Find the word "Modul" in the material below and gather every line that contains it.

DATA FOR THIS TASK:

☆ ☆ ☆ ☆ ☆ ☆ ☆

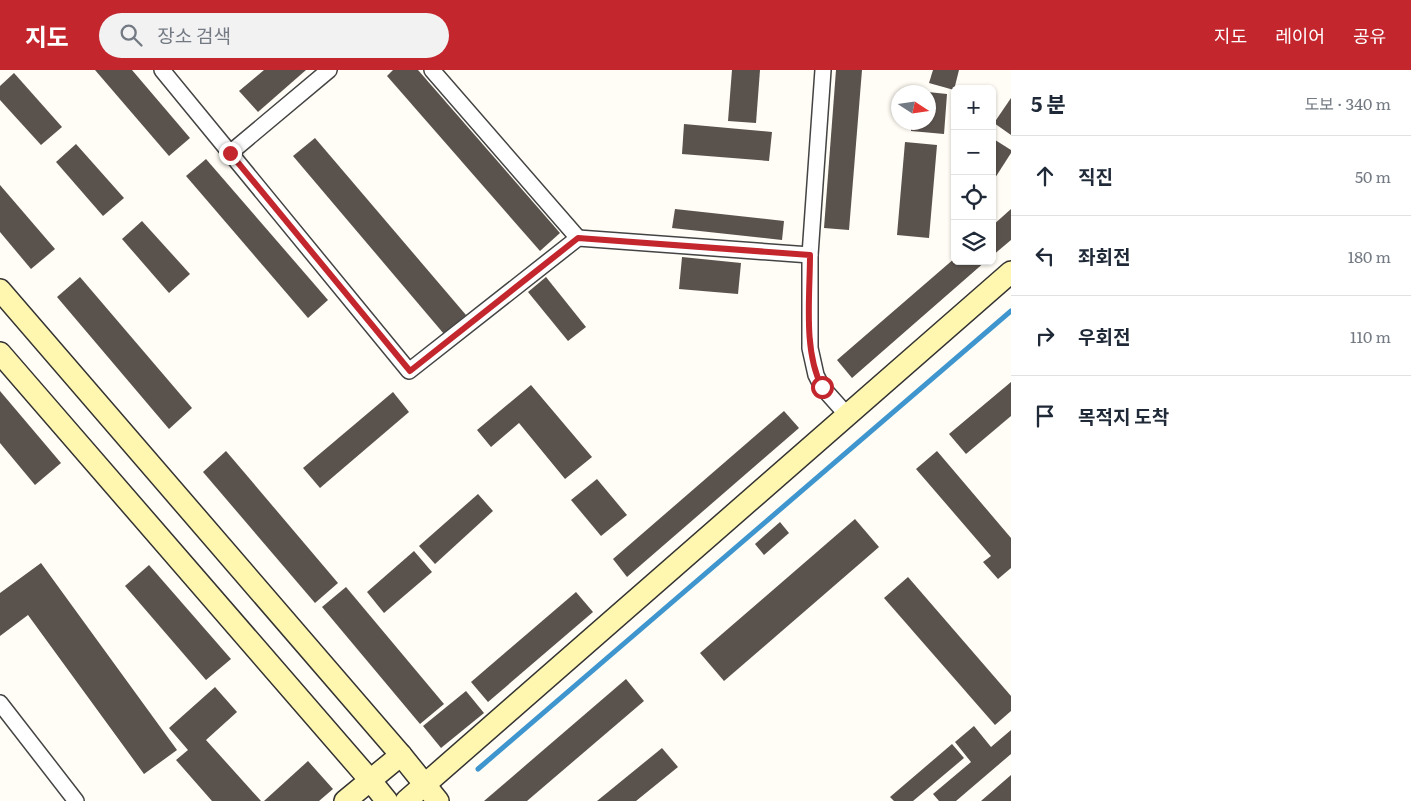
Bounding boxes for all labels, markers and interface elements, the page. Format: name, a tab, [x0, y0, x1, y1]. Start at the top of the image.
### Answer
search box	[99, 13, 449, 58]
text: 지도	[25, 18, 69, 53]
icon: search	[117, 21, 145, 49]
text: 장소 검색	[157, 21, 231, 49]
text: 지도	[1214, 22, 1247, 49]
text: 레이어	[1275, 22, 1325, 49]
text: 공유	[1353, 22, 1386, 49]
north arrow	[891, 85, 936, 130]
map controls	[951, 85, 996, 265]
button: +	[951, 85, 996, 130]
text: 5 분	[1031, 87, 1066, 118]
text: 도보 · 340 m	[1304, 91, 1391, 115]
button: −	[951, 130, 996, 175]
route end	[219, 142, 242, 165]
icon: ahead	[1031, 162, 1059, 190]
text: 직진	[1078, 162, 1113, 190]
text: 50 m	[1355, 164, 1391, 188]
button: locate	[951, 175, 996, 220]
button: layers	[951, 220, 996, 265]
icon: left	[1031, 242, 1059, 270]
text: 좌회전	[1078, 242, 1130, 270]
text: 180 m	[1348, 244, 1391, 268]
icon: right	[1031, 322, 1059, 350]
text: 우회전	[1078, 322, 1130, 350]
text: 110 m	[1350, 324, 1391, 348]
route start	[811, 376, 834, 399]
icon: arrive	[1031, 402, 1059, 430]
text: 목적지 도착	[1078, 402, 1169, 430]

☆ ☆ ☆ ☆ ☆ ☆ ☆

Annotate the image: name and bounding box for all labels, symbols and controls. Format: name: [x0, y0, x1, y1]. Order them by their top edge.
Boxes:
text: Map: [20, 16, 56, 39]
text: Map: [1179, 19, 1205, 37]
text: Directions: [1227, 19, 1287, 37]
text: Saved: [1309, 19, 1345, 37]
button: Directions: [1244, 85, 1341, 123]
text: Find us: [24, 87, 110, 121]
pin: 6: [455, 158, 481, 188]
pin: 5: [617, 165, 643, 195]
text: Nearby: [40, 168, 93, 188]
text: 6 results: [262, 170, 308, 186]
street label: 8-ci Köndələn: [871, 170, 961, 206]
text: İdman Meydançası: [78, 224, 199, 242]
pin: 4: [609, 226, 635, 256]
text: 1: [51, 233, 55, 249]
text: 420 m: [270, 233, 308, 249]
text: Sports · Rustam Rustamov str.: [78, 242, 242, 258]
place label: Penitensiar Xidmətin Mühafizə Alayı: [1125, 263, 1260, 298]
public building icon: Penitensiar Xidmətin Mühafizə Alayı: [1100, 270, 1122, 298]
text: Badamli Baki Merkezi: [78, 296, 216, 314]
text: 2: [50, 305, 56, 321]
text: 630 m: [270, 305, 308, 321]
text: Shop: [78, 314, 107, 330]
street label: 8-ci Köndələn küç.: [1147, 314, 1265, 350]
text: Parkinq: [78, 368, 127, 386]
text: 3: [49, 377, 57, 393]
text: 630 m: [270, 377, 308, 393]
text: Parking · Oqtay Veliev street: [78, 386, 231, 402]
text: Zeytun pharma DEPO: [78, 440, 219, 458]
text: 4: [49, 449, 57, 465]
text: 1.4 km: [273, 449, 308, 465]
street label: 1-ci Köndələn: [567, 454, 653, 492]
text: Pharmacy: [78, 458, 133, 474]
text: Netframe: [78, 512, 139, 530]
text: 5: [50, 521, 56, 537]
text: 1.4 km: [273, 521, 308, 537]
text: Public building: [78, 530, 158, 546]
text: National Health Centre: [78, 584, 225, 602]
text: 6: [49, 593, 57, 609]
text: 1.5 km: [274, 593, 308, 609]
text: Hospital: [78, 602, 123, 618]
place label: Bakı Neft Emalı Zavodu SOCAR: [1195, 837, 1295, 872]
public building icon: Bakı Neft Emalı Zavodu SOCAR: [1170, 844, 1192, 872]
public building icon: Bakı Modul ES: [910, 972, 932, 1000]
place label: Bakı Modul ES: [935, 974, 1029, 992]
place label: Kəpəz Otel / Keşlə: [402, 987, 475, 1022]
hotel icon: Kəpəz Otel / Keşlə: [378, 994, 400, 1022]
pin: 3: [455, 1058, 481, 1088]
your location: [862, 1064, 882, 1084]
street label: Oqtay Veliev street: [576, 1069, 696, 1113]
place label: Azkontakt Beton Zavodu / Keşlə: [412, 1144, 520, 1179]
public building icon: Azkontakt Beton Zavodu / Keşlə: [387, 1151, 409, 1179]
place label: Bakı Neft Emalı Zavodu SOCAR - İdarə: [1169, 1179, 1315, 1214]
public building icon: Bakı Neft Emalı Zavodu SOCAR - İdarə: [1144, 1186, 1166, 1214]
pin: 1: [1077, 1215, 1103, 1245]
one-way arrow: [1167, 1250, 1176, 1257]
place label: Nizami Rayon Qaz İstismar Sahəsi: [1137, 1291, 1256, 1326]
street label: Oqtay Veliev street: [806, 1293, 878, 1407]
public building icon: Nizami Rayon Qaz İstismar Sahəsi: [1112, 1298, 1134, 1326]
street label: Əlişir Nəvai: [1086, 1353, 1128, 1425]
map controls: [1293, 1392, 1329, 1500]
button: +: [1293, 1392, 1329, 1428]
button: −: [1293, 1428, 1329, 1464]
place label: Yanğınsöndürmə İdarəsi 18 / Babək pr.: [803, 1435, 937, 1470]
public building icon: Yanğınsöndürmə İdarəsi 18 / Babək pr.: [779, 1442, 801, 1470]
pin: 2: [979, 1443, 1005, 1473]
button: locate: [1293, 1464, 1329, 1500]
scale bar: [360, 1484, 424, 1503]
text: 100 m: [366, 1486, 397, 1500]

☆ ☆ ☆ ☆ ☆ ☆ ☆

REPLY TO THE TASK:
public building icon: Bakı Modul ES: [910, 972, 932, 1000]
place label: Bakı Modul ES: [935, 974, 1029, 992]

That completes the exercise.